LH: Frank, you obviously don't understand the ruthless viciousness of the criminal mind. He's just telling us what we want to hear, Frank. If it wasn't extracted under torture, I wouldn't trust it.
FW: So what you're saying, basically, is that criminals always lie, so if someone confesses to a crime, they're probably innocent?
LH: Frank, I don't have time right now to engage you in nuanced philosophical discussion; we've got justice to deliver. Chief, press the button.
CB (phone): You bet your sweet bippy. [pause, maybe some mouse clicks over the phone] Oh... rats.
LH: What is it?
CB (phone): "The Genuine Software Advantage quality assurance system has detected that you are using an unlicensed copy of Nuclear Missile Command 2000."
LH: What? That's not true! We paid the seller 10 million dollars for this thing, plus another million for the extended warranty! Can you reinstall it from the setup disc?
CB (phone): ....disc?
LH: You know, the installation discs, in case you need to install it on another computer?
CB (phone): ...uh, well, there were a lot of boxes and manuals and stuff...
LH: Can you go look through the boxes and see if maybe the discs got left in there?
CB (phone): ...uh, I don't really think that would be possible at this time...
LH: Why not?
CB (phone): Well, Detective, this is a top-secret program.
LH: So what happened to the boxes?
CB (phone): I'm afraid that information is distributed strictly on a need-to-know basis.
LH: Well... surely you know where it is?
CB (phone): I can neither confirm nor deny my possession of that knowledge.
LH: [a beat] Chief?
CB (phone): Yes?
LH: You know I have deep faith in you, right?
CB (phone): If you say so.
LH: You are my rock, Chief. If you say something's gonna happen, then I don't need to wonder; I just know it's gonna happen.
CB (phone): Absolutely. I'll definitely make a note to take care of... what did you need?
LH: And as we all know, faith is one of the divine virtues that sets us apart from the animals. In fact, Chief, were I to be so crass and shallow as to physically verify that you had done what you promised me you were gonna do, that would be cheap and faithless, and a denigration of my dignity as a member of the human species.
CB (phone) [pause]: I don't know what you just said, but it sounded pretty good.
LH: So chief, will you promise me one thing -- will you promise me that you definitely will fire that missile, and that this will happen within the next five seconds, so that I can rest easy in the definite and absolute knowledge that it has been done, and our humble town saved from the terrorist threat, regardless of any apparent lack of explosion I might happen to notice?
CB (phone): If that's what it takes to save us, then I could hardly do anything else.

[triumphant music]

LH (voiceover): And so once again, the world was saved from terrorism by faith, determination, and blowing things up.

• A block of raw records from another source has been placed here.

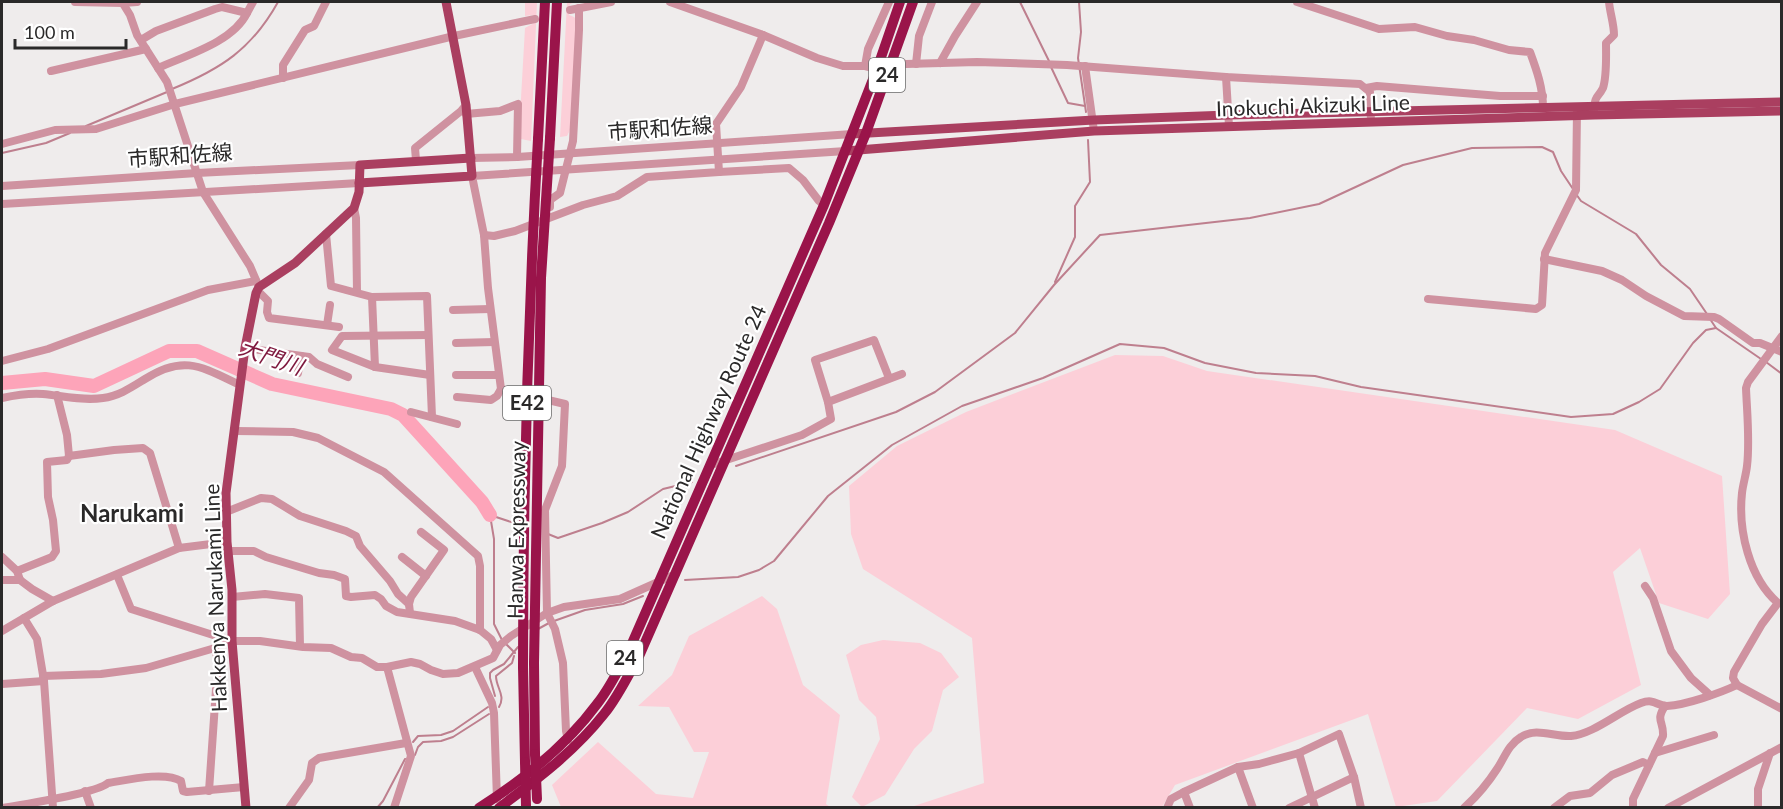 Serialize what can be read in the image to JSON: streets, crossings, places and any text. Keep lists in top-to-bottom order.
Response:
{
  "streets": {
    "highway": [
      "24",
      "E42",
      "National Highway Route 24",
      "Hanwa Expressway"
    ],
    "main road": ["Inokuchi Akizuki Line", "Hakkenya Narukami Line"],
    "street": ["市駅和佐線"]
  },
  "crossings": [
    ["Inokuchi Akizuki Line", "市駅和佐線"],
    ["Inokuchi Akizuki Line", "National Highway Route 24"],
    ["市駅和佐線", "National Highway Route 24"]
  ],
  "districts": ["Narukami"],
  "water": ["大門川"],
  "scale_bar": "100 m"
} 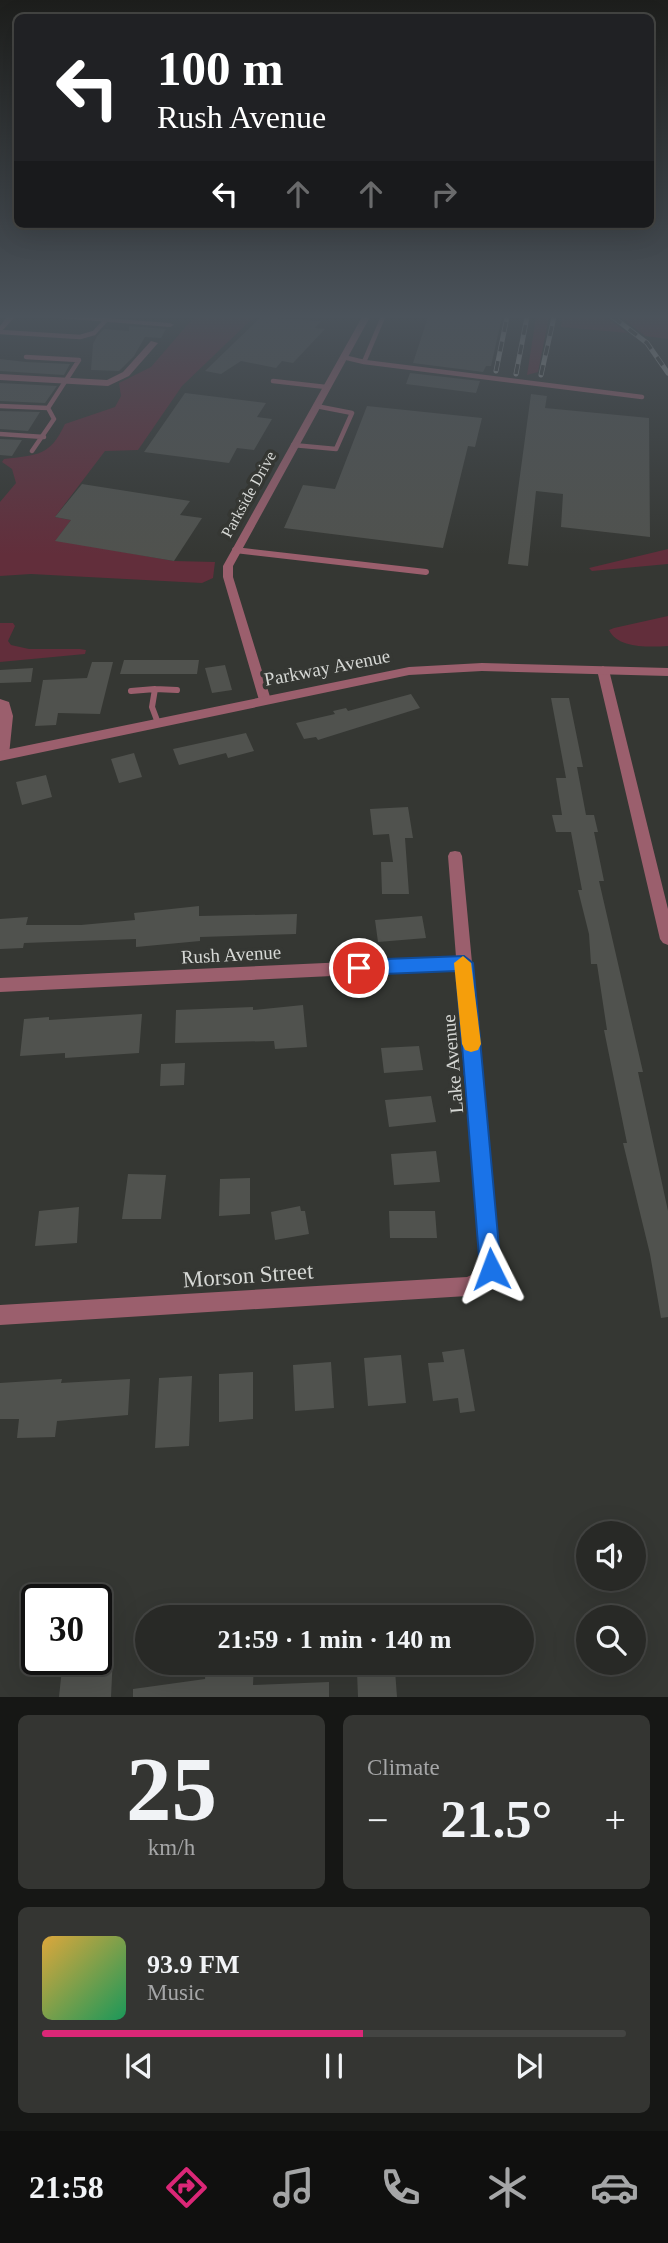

[dramatic, conclusive notes]

They say we humans got where we are just by being the biggest, baddest, and most vicious creature of all. But I chose to believe in a better world -- a world where the biggest and baddest can get taken down by one little guy with a tactical nuke. Where we're all part of a big plan -- a plan that keeps moving forward, resolutely, even if it doesn't always seem to make sense -- because The Guy Upstairs knows what he's doing, and it's not our business to interfere. That's the world I live in, and that's who I work for.

I'm Leviticus Helms – Creationist Detective.


See also /recording script

This is a better ending, but it still seems a little weak to me; I was hoping to work in something about the need to find the license code to activate the missile-firing software, and tie this back into the title somehow (the software license becomes the "license to clean"). Will write it if I can figure out how to make it work.

Another stub of an idea: some kind of reference to Slim Pickens at the end of Dr. Strangelove.